# Problem:
Every line of the entries below that carries the string "align" should be copied.

# Supplied data:

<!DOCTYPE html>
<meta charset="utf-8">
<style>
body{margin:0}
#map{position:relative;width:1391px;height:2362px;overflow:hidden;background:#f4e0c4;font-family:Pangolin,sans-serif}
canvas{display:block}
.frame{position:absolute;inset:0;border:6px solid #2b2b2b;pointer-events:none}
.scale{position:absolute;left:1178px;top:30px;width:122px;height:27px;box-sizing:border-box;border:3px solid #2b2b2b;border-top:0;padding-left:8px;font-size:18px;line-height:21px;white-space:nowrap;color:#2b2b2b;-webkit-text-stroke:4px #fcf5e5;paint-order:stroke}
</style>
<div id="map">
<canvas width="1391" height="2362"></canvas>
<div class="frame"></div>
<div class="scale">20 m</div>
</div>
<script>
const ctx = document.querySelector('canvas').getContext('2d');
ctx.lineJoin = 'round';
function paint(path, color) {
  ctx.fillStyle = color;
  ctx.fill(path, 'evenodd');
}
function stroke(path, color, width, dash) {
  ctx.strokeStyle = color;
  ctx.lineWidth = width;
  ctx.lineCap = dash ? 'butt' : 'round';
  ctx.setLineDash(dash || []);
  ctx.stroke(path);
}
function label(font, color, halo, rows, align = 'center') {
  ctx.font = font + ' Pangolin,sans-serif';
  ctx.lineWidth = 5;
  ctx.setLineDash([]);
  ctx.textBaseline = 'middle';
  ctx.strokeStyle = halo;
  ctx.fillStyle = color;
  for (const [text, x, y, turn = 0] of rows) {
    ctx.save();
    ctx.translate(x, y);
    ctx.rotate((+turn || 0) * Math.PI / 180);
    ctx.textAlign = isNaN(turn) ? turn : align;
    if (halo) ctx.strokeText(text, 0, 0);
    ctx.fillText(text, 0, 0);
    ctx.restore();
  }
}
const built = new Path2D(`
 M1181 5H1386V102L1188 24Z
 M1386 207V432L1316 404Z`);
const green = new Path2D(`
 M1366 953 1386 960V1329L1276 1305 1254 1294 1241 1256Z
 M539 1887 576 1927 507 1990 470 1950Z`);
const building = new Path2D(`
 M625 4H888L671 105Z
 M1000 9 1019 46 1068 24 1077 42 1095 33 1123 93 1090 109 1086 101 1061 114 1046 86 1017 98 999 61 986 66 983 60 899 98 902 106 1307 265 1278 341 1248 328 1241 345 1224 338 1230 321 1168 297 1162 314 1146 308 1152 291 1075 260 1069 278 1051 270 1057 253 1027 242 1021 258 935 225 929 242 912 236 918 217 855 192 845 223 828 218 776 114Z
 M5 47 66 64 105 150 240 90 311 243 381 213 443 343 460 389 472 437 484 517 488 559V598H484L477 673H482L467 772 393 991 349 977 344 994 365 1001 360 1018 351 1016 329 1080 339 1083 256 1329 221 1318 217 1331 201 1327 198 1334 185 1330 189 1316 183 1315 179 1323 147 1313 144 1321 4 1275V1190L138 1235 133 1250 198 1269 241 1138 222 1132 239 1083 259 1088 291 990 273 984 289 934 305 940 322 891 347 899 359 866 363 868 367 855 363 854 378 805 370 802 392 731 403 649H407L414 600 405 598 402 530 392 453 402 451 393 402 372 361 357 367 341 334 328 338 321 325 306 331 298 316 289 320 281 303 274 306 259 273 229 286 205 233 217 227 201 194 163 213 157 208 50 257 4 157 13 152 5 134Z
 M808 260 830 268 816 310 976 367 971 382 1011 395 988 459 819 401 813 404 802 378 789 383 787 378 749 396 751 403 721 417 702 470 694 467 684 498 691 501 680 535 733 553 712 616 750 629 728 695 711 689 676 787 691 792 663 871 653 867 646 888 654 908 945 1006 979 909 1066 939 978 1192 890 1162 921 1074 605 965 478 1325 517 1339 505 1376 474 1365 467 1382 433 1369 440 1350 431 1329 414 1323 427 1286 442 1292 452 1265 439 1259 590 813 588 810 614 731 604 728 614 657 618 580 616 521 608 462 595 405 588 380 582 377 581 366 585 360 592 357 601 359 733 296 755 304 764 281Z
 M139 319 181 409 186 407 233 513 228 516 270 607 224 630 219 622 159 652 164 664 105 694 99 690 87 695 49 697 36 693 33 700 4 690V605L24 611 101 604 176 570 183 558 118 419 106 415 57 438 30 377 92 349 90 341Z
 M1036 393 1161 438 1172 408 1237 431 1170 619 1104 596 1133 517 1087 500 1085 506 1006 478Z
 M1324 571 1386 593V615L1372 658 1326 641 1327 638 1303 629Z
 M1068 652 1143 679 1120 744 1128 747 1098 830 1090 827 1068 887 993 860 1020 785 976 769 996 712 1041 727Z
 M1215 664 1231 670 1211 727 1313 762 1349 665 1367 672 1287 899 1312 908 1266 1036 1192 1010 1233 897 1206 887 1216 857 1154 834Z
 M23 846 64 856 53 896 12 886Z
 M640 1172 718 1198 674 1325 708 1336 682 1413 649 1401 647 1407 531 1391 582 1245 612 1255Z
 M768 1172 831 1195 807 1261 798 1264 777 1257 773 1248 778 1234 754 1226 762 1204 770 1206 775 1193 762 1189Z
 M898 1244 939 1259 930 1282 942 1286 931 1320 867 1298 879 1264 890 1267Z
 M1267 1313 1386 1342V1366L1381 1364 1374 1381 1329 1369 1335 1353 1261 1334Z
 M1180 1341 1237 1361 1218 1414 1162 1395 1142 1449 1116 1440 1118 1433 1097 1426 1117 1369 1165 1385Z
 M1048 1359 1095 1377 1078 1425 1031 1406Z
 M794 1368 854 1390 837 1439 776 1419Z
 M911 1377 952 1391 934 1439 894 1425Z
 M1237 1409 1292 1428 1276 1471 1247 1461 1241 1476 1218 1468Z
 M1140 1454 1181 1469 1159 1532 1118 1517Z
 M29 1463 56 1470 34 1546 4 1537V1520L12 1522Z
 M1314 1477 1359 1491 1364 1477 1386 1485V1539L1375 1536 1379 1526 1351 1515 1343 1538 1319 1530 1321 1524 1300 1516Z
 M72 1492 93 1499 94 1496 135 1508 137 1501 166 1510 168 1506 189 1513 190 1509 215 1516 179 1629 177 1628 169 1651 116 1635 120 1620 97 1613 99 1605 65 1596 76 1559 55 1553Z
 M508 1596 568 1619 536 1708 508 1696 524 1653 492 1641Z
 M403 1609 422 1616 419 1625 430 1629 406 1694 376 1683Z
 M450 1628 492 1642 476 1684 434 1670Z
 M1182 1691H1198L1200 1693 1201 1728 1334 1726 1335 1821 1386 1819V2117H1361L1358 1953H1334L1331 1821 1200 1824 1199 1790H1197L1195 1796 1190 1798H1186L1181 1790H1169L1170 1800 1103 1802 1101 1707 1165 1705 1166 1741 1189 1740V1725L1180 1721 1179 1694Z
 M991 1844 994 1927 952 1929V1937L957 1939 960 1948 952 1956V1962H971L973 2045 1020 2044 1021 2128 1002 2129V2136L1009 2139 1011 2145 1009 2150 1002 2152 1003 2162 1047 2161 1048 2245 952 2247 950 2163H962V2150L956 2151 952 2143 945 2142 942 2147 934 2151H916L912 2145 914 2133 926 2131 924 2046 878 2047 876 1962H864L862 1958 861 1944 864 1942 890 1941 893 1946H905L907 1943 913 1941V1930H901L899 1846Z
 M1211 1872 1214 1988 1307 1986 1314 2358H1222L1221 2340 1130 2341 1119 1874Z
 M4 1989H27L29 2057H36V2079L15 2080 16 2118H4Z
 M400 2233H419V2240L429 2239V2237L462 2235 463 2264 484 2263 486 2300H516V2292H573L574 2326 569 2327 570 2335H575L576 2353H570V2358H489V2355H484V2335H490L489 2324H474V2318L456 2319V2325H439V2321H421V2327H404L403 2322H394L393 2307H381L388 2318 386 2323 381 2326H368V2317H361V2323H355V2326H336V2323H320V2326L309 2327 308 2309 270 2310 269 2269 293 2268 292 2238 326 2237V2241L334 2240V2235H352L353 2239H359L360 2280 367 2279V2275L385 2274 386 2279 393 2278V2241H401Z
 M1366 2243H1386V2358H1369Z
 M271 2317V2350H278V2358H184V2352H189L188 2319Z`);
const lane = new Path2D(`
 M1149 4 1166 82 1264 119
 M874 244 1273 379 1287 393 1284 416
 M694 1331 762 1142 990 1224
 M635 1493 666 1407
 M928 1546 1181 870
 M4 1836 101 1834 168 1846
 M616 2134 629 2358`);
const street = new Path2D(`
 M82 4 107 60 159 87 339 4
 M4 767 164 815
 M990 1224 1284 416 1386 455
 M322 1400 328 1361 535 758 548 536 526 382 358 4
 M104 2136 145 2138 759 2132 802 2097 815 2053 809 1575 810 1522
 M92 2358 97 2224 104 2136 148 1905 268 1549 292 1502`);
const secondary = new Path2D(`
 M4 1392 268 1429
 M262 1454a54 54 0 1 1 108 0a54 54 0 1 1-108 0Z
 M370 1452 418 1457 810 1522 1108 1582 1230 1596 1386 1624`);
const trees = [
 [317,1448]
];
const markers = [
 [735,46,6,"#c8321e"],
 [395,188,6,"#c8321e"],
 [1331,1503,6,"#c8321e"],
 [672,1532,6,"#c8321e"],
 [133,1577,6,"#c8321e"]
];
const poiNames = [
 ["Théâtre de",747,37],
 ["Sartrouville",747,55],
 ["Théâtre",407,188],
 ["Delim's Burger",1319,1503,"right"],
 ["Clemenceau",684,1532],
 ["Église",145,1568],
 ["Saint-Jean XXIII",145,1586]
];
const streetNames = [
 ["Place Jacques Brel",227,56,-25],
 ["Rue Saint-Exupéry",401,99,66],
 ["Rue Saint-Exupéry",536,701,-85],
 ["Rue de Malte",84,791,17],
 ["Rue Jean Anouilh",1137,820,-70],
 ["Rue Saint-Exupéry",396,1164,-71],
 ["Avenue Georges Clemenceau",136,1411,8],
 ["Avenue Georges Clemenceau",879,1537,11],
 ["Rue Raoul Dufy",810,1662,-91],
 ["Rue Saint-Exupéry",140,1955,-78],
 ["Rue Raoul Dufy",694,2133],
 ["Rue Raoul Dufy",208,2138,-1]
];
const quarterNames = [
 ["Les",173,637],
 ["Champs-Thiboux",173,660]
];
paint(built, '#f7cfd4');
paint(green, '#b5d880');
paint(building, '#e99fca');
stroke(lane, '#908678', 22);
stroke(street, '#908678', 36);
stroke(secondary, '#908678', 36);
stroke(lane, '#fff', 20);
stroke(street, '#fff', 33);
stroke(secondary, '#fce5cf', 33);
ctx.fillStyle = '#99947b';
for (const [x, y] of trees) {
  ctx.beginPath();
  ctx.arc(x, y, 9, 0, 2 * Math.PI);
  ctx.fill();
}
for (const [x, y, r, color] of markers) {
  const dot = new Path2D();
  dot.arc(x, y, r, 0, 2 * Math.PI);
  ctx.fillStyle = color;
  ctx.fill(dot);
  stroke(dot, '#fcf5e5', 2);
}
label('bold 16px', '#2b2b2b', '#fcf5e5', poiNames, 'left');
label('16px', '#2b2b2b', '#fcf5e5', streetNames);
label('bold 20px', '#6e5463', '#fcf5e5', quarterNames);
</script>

# Exercise response:
function label(font, color, halo, rows, align = 'center') {
    ctx.textAlign = isNaN(turn) ? turn : align;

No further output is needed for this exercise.